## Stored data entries

►

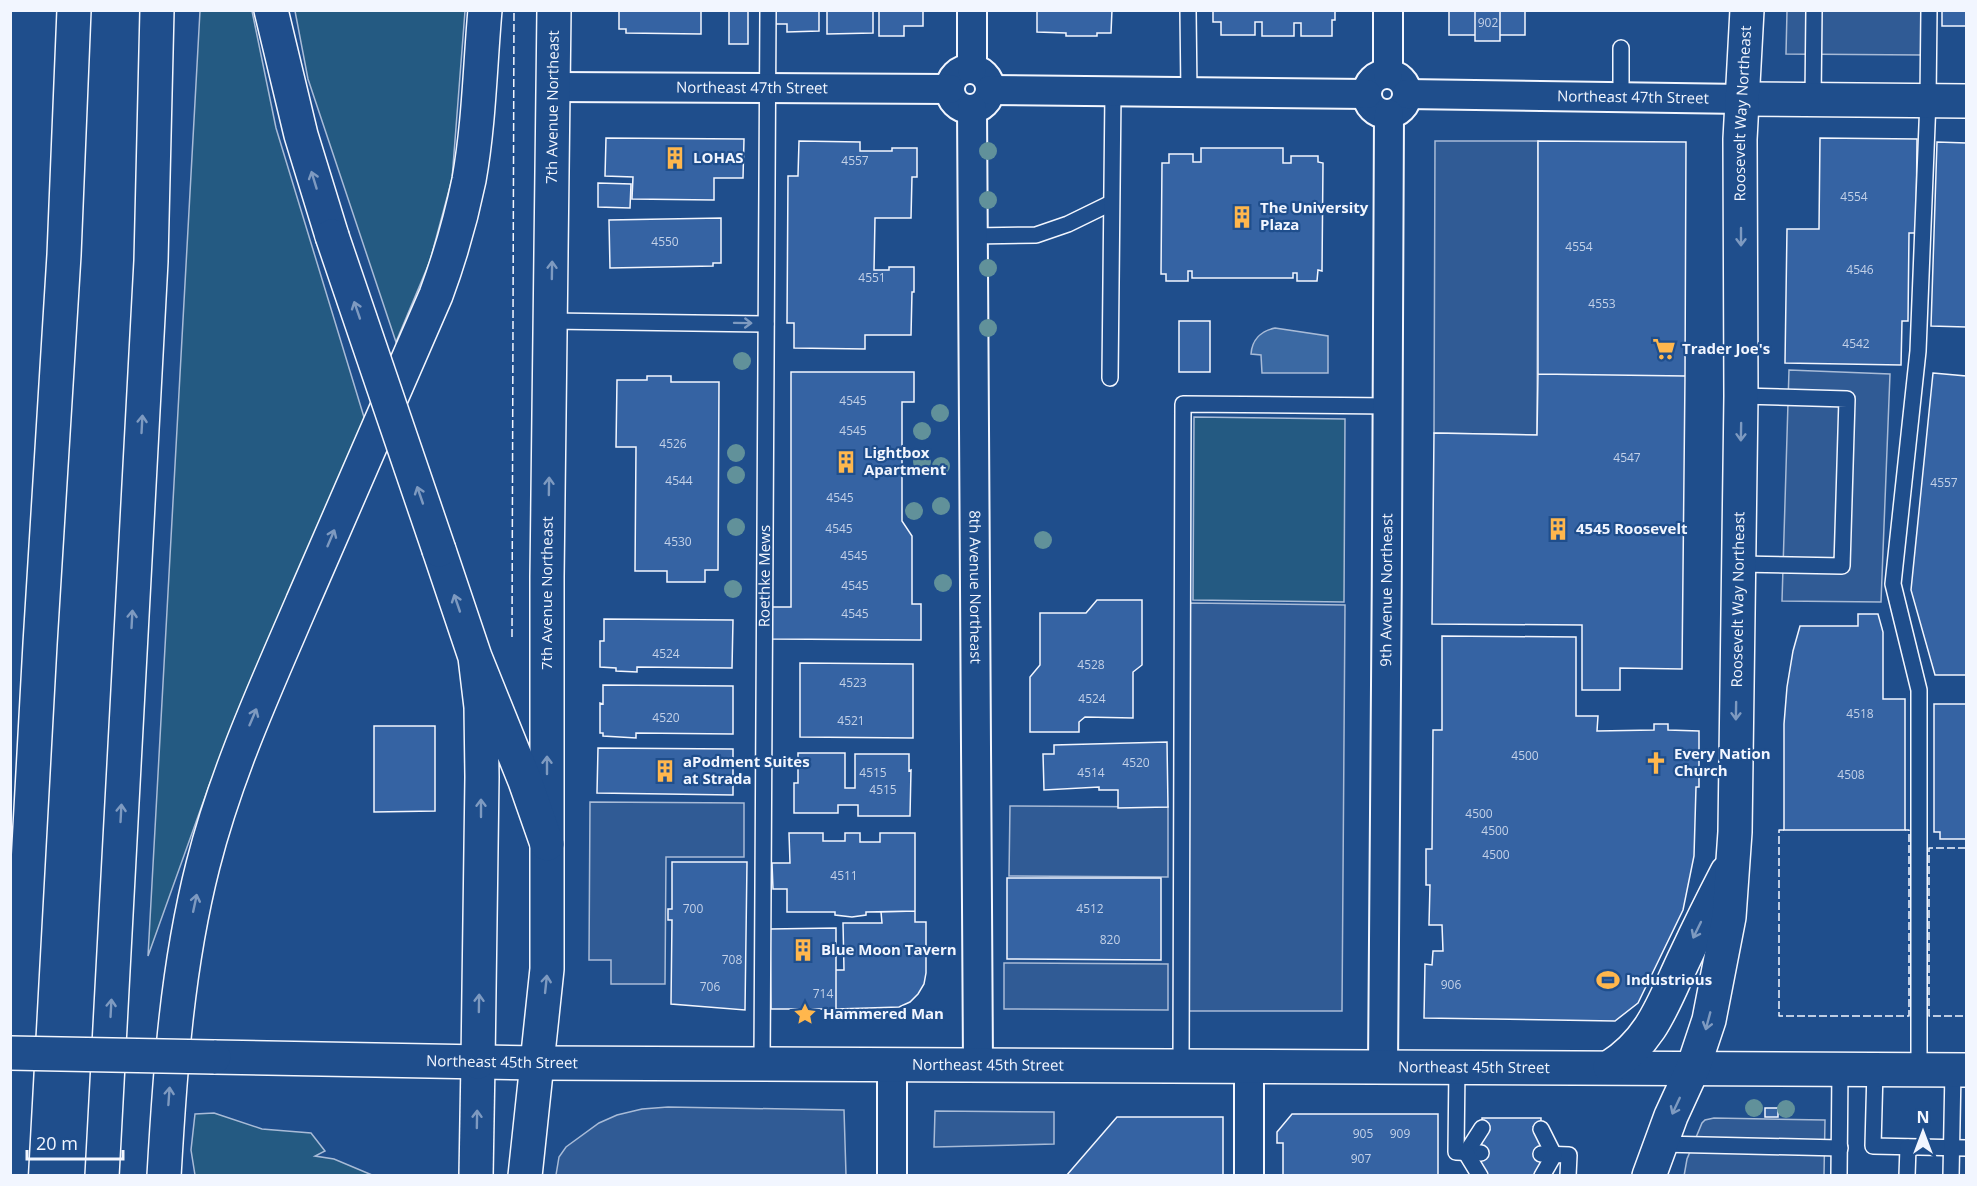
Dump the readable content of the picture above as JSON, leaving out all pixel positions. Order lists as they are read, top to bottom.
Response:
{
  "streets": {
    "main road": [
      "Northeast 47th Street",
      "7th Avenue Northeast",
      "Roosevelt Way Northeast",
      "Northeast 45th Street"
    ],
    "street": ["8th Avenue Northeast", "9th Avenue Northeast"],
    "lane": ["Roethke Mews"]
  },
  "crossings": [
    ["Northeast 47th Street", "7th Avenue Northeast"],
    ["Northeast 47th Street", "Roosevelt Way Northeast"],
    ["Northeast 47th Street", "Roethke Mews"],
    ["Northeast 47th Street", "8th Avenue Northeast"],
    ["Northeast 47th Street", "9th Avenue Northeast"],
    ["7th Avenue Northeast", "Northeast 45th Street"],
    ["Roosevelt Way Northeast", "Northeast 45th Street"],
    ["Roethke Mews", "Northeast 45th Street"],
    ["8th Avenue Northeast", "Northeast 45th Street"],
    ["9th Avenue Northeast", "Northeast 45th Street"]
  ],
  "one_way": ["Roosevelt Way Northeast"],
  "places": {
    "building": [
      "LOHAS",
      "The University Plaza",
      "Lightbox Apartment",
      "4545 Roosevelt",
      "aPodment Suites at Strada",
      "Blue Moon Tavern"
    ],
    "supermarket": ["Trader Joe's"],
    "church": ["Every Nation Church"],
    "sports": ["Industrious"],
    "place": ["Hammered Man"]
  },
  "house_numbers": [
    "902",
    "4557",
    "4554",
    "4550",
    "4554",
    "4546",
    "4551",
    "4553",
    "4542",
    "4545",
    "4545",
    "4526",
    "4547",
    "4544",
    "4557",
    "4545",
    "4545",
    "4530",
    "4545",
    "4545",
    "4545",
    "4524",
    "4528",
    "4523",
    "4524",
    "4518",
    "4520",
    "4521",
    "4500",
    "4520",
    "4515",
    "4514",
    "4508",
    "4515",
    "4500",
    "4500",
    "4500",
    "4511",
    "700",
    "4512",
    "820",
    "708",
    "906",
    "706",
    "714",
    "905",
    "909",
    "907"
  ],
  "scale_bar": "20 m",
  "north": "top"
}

◄

Every line of the records above should be copied exactly, while the pictures are left behind.

Dump the readable content of the picture above as JSON, leaving out all pixel positions. Order lists as they are read, top to bottom.
Response:
{
  "streets": {
    "main road": [
      "Northeast 47th Street",
      "7th Avenue Northeast",
      "Roosevelt Way Northeast",
      "Northeast 45th Street"
    ],
    "street": ["8th Avenue Northeast", "9th Avenue Northeast"],
    "lane": ["Roethke Mews"]
  },
  "crossings": [
    ["Northeast 47th Street", "7th Avenue Northeast"],
    ["Northeast 47th Street", "Roosevelt Way Northeast"],
    ["Northeast 47th Street", "Roethke Mews"],
    ["Northeast 47th Street", "8th Avenue Northeast"],
    ["Northeast 47th Street", "9th Avenue Northeast"],
    ["7th Avenue Northeast", "Northeast 45th Street"],
    ["Roosevelt Way Northeast", "Northeast 45th Street"],
    ["Roethke Mews", "Northeast 45th Street"],
    ["8th Avenue Northeast", "Northeast 45th Street"],
    ["9th Avenue Northeast", "Northeast 45th Street"]
  ],
  "one_way": ["Roosevelt Way Northeast"],
  "places": {
    "building": [
      "LOHAS",
      "The University Plaza",
      "Lightbox Apartment",
      "4545 Roosevelt",
      "aPodment Suites at Strada",
      "Blue Moon Tavern"
    ],
    "supermarket": ["Trader Joe's"],
    "church": ["Every Nation Church"],
    "sports": ["Industrious"],
    "place": ["Hammered Man"]
  },
  "house_numbers": [
    "902",
    "4557",
    "4554",
    "4550",
    "4554",
    "4546",
    "4551",
    "4553",
    "4542",
    "4545",
    "4545",
    "4526",
    "4547",
    "4544",
    "4557",
    "4545",
    "4545",
    "4530",
    "4545",
    "4545",
    "4545",
    "4524",
    "4528",
    "4523",
    "4524",
    "4518",
    "4520",
    "4521",
    "4500",
    "4520",
    "4515",
    "4514",
    "4508",
    "4515",
    "4500",
    "4500",
    "4500",
    "4511",
    "700",
    "4512",
    "820",
    "708",
    "906",
    "706",
    "714",
    "905",
    "909",
    "907"
  ],
  "scale_bar": "20 m",
  "north": "top"
}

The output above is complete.